"""Statistics Module."""
from typing import Any
import geopandas as gpd
import numpy as np
import pandas as pd
import regionmask
import xarray as xr
__all__ = ["stats_summary", "spatial_stats_summary"]
[docs]
def stats_summary(
data: xr.Dataset,
on_vars: list | None = None,
on_dims: list | None = None,
on_dim_values: dict[str, Any] | None = None,
bins: list | np.ndarray | None = None,
bins_labels: list | None = None,
all_bins: bool | None = False,
cell_area: tuple[float | int, str] | None = None,
dropna: bool | None = False,
**kwargs,
) -> pd.DataFrame:
"""
Generate a descriptive statistics summary of the data.

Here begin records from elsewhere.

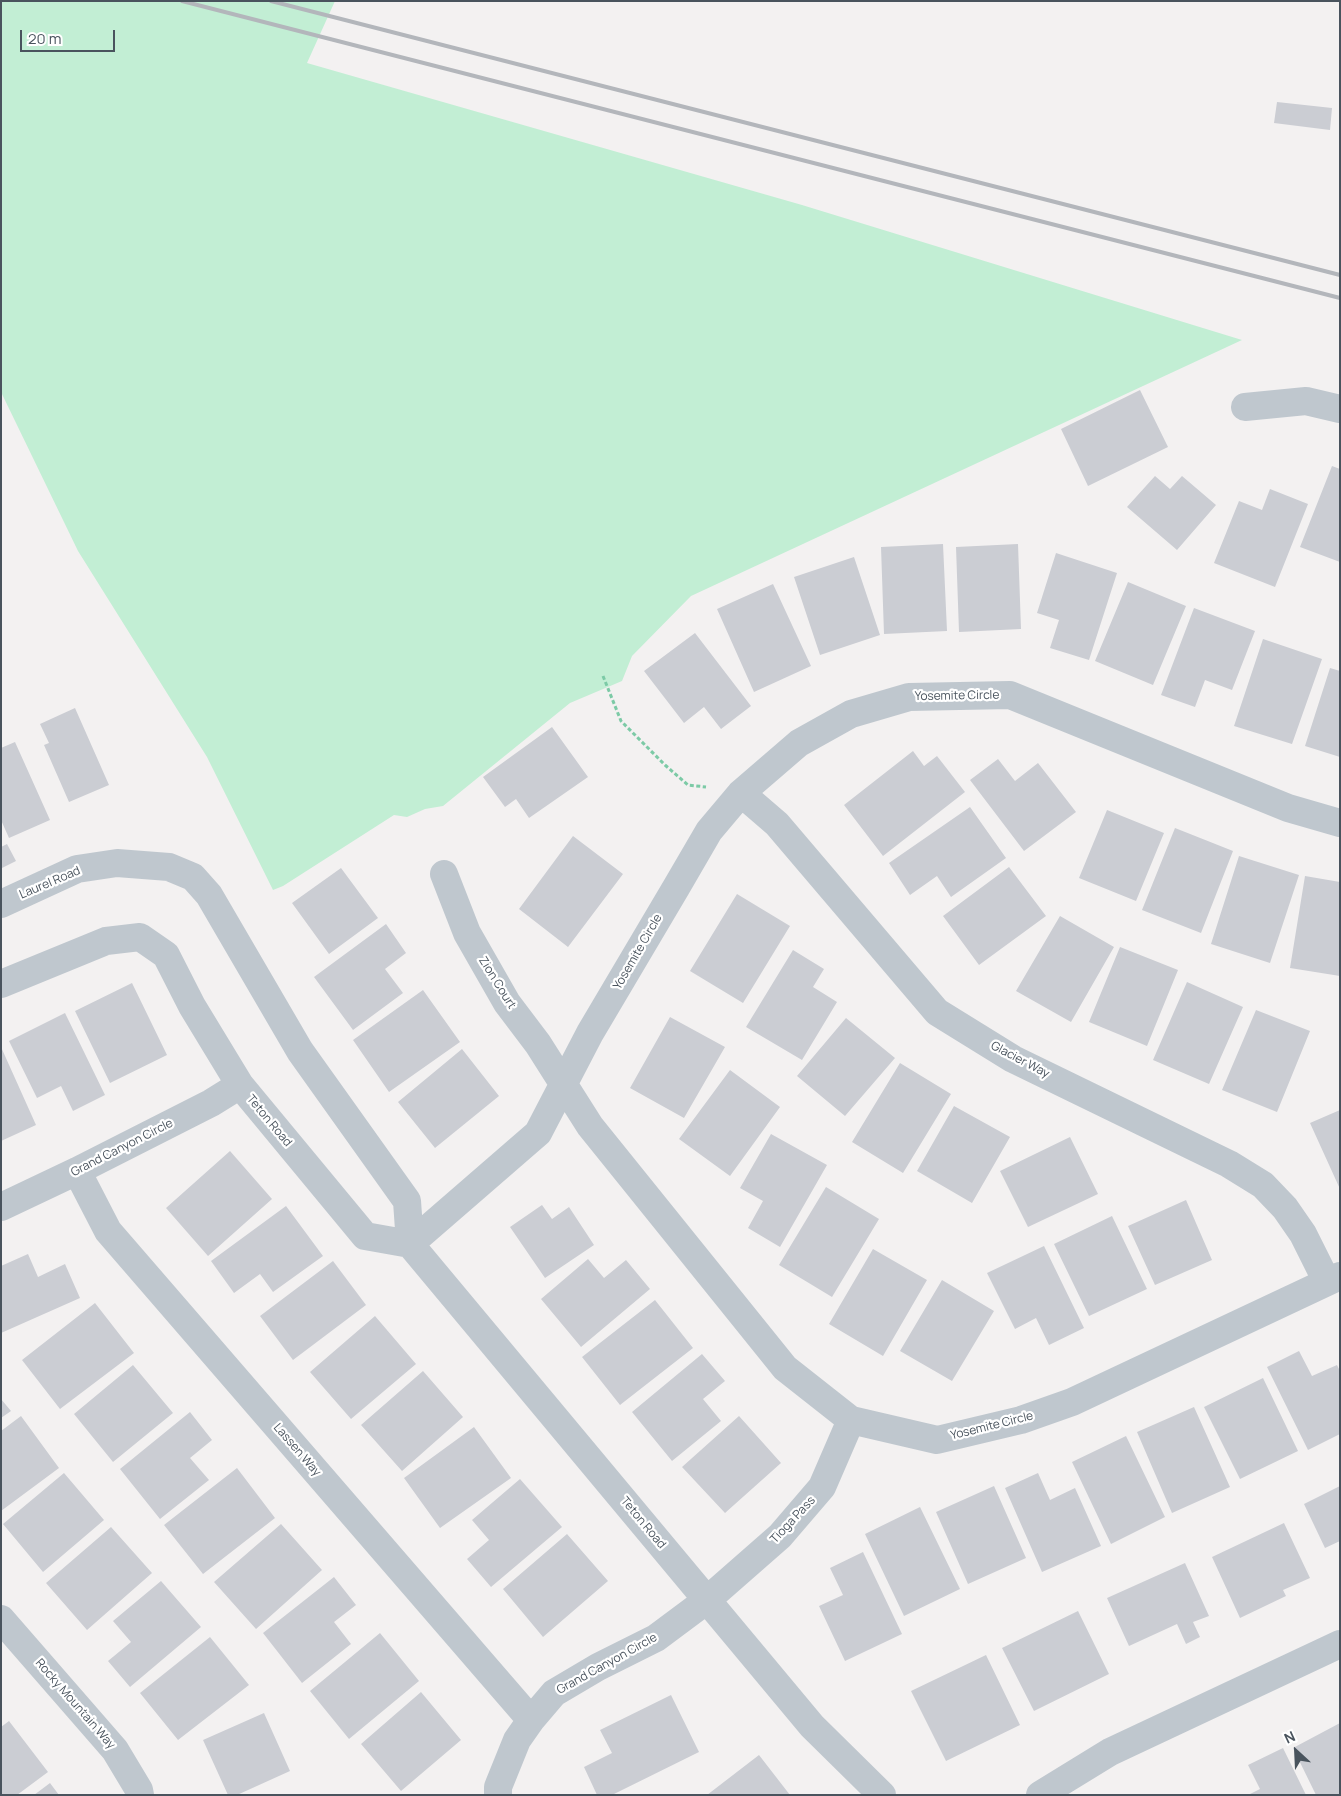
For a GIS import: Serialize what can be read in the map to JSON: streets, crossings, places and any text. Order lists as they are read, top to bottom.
{
  "streets": {
    "street": [
      "Yosemite Circle",
      "Laurel Road",
      "Zion Court",
      "Glacier Way",
      "Teton Road",
      "Grand Canyon Circle",
      "Lassen Way",
      "Tioga Pass",
      "Rocky Mountain Way"
    ]
  },
  "crossings": [
    ["Yosemite Circle", "Laurel Road"],
    ["Yosemite Circle", "Zion Court"],
    ["Yosemite Circle", "Glacier Way"],
    ["Yosemite Circle", "Teton Road"],
    ["Yosemite Circle", "Tioga Pass"],
    ["Laurel Road", "Teton Road"],
    ["Teton Road", "Grand Canyon Circle"],
    ["Teton Road", "Tioga Pass"],
    ["Grand Canyon Circle", "Lassen Way"],
    ["Grand Canyon Circle", "Tioga Pass"]
  ],
  "scale_bar": "20 m",
  "north": "top left"
}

Returns a pandas DataFrame of data according to the given parameters.
The statistics includes count, mean, std, min, max, and 25%, 50%, and 75% percentiles.
Bins can be provided to further group the data into intervals.
Parameters
----------
data : xr.Dataset
The input data.
on_vars : list, optional
Variables for which the statistics are calculated. If None (default), all variables are kept.
on_dims : list, optional
Dimensions for which the statistics are calculated. If None (default), all dimensions except
spatial ones (i.e., `lon` or `x` and `lat` or `y`) are kept.

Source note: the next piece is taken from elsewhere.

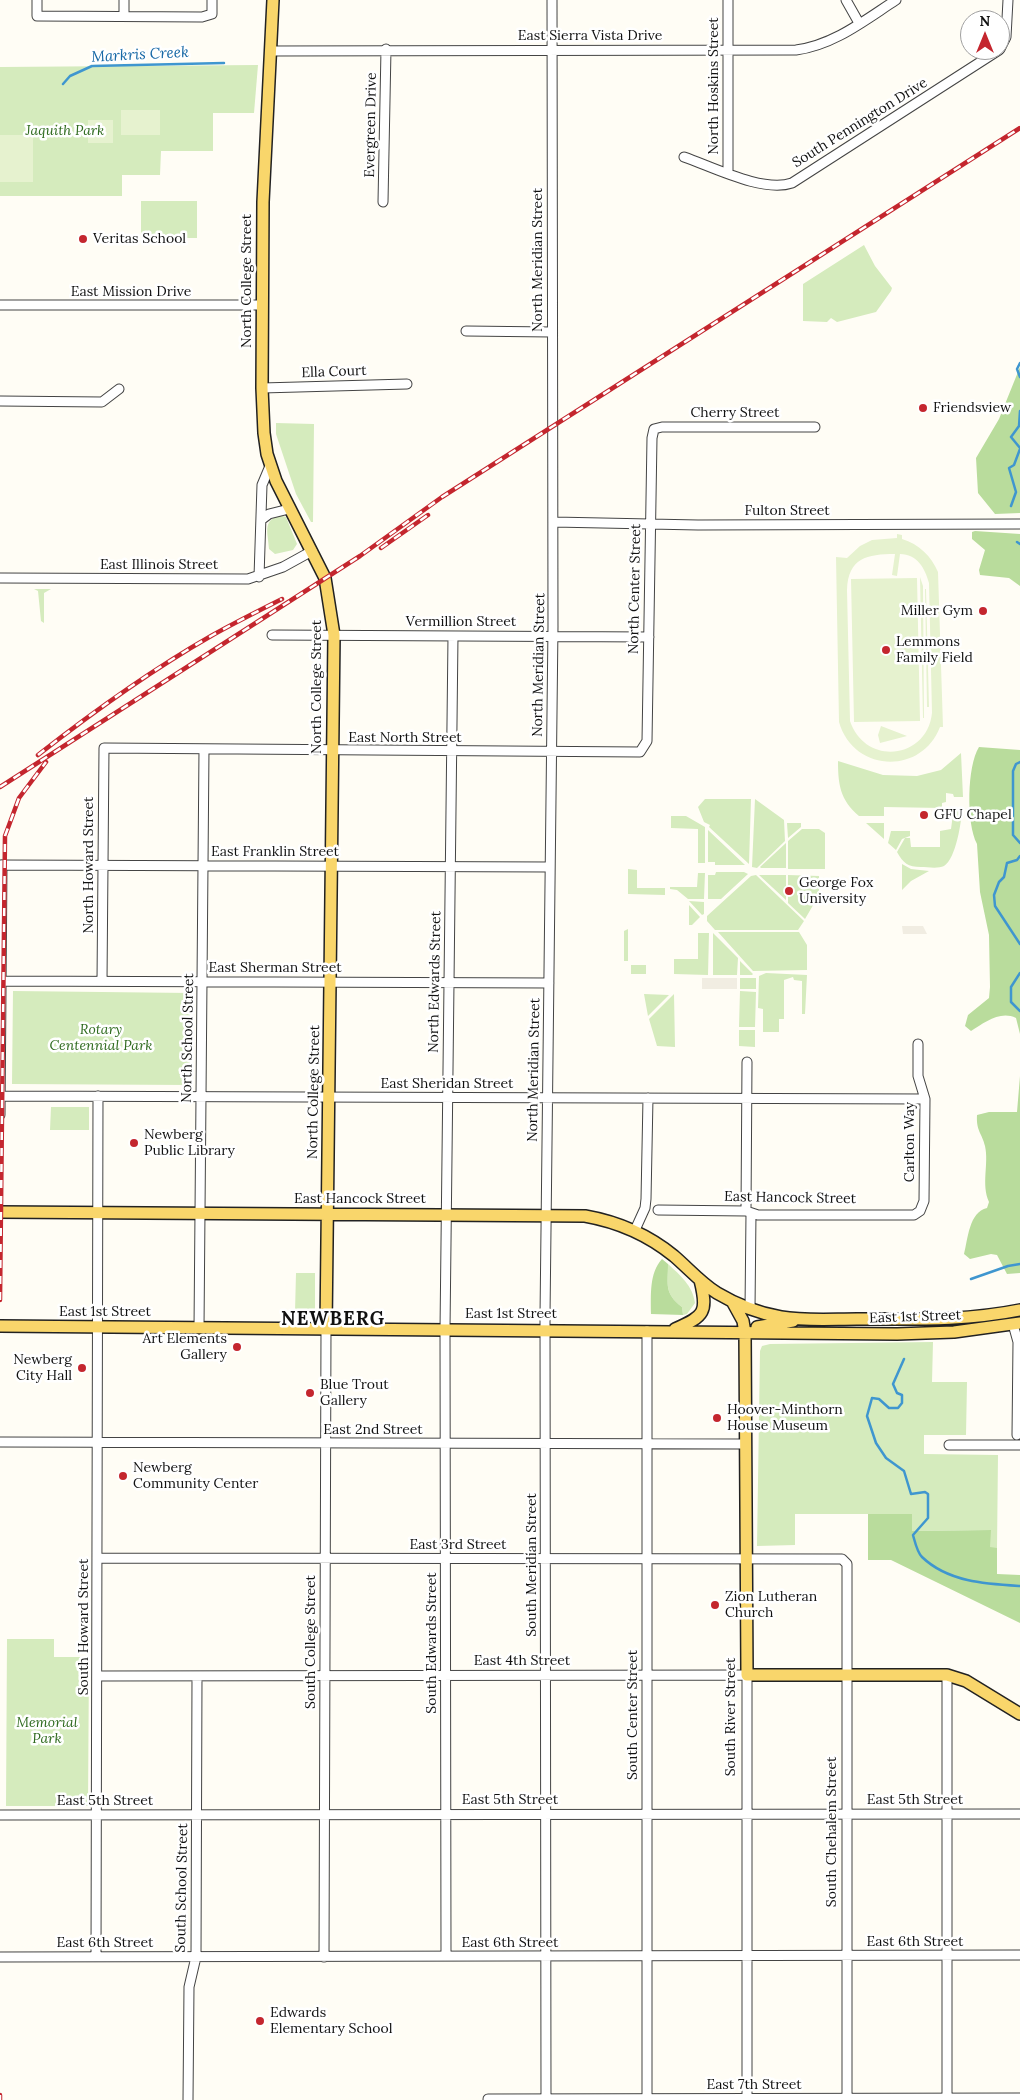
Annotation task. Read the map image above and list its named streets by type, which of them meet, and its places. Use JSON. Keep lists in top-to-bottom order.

on_dim_values : sequence, optional
Values of dimensions to be kept in the summary. If None (default), all values are kept.
bins : list or np.ndarray, optional
Bins defining data intervals. If None (default), no binning is performed.
bins_labels : list, optional
Labels for the bins. If None (default), bins values are used as labels.
The length of the list must be equal to the number of bins. Ignored if `bins` is None.
all_bins : bool, optional
If True, a additional bin corresponding to the bounds of `bins` is added. Default is False.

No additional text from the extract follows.